イギリス・ロンドン自然史博物館が主催する、大自然をテーマにした世界最高峰の写真賞の一つ『Wildlife Photographer of the Year』。毎年世界の写真家たちが素晴らしい瞬間を切り取った作品を応募するのだが、2022年度は世界93か国から3万8000以上の応募があったという。
その自然芸術部門において日本人初となる最優秀賞を受賞したのが、自然写真家の高砂淳二さんである。受賞作は『Heavenly Flamingos』。まずは作品をご覧いただこう。
まるで絵で描いたように美しいが、これが高砂さんの目の前で、現実に起きた出来事なのだ。
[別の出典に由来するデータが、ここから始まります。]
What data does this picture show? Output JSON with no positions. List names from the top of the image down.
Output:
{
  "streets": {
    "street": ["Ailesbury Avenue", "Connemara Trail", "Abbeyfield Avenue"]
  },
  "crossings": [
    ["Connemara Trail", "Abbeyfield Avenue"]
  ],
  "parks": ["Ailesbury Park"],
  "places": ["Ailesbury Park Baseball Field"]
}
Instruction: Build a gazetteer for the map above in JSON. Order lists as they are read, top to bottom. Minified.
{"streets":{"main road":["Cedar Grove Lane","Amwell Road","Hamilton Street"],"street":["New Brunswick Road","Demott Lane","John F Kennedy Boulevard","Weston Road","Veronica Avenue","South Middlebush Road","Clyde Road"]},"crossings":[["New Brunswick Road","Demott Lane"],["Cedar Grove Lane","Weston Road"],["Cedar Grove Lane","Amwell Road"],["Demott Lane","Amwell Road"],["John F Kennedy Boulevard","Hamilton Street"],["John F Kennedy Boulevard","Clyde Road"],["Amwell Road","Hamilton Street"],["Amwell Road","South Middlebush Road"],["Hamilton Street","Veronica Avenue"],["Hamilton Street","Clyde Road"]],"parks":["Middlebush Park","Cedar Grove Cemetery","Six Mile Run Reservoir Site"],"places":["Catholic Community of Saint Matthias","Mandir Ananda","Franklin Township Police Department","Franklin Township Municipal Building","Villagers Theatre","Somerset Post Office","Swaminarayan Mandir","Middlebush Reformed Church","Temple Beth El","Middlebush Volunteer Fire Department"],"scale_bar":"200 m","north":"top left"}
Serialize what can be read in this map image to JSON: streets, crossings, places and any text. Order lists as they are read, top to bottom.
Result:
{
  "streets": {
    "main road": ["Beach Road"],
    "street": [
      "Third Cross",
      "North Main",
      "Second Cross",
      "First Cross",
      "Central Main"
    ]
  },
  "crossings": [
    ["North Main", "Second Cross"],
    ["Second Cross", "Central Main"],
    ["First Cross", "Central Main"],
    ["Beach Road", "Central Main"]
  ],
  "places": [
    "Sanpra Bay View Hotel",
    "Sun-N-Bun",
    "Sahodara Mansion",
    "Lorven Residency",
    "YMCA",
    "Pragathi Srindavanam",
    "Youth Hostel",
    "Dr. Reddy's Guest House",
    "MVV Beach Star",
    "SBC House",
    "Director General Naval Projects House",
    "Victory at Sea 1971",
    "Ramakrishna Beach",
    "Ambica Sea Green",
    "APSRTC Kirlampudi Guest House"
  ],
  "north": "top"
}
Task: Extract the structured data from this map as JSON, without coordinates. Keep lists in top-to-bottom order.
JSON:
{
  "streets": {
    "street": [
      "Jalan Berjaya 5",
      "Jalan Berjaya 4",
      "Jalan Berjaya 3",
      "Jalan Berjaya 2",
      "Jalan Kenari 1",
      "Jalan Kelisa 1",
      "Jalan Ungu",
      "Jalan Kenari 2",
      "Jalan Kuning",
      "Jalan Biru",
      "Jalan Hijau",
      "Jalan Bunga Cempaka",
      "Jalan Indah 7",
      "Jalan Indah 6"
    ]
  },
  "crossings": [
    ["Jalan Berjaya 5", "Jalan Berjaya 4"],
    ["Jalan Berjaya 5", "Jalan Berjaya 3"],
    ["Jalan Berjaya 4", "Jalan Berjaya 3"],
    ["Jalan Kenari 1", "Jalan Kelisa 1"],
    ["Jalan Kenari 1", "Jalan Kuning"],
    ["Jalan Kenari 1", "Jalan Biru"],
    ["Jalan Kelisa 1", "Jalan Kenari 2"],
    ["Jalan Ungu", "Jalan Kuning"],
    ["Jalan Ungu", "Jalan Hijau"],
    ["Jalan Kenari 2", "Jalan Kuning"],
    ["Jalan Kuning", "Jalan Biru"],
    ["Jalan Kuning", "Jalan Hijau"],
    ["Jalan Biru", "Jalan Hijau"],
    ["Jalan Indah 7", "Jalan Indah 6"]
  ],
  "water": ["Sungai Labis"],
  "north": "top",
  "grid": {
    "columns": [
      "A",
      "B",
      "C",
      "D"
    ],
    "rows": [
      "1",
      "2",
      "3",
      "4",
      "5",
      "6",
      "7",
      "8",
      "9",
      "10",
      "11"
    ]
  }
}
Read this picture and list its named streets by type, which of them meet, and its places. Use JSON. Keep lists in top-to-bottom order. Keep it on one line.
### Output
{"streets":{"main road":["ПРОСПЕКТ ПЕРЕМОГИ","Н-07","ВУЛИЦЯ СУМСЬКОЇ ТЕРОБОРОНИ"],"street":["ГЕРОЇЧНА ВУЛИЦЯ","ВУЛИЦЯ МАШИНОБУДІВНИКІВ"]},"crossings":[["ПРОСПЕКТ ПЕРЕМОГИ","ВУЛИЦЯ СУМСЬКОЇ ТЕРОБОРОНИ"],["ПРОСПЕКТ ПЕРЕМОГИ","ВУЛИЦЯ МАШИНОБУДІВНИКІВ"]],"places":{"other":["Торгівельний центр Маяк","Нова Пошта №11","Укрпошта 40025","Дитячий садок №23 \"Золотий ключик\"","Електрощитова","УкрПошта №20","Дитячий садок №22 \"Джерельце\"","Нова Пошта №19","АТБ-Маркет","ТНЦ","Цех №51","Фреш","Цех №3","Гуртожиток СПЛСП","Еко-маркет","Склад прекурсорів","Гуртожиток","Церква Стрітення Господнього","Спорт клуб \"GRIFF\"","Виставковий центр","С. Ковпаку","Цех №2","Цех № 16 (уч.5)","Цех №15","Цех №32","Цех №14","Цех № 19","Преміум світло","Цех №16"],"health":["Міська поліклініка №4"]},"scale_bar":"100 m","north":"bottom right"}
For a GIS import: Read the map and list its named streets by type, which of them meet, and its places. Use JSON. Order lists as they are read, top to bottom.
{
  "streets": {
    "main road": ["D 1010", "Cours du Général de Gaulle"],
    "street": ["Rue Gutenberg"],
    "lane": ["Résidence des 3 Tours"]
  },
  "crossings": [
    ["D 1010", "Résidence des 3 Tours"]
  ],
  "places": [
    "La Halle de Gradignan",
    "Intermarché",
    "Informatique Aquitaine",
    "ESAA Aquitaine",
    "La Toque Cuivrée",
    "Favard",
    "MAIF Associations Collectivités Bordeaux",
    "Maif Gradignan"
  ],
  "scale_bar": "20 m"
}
「10年で6回ほどウユニ塩湖には撮影に訪れていますが、この瞬間が撮影できたのは様々な条件がぴたりと重なったからこそです。まず風が止まっていたことで湖面も非常に静かで、この天空の鏡のような景色になりました。またフラミンゴはとても敏感な生き物で、少しでも驚くと飛び立ってしまいますが、このときはそっと近づきカメラに収めることができました」と高砂さん。
『Wildlife Photographer of the Year』は、動物や生物の生態などにフォーカスされた作品が応募されることが多いそうだが、高砂さんがこの作品を応募したのには理由がある。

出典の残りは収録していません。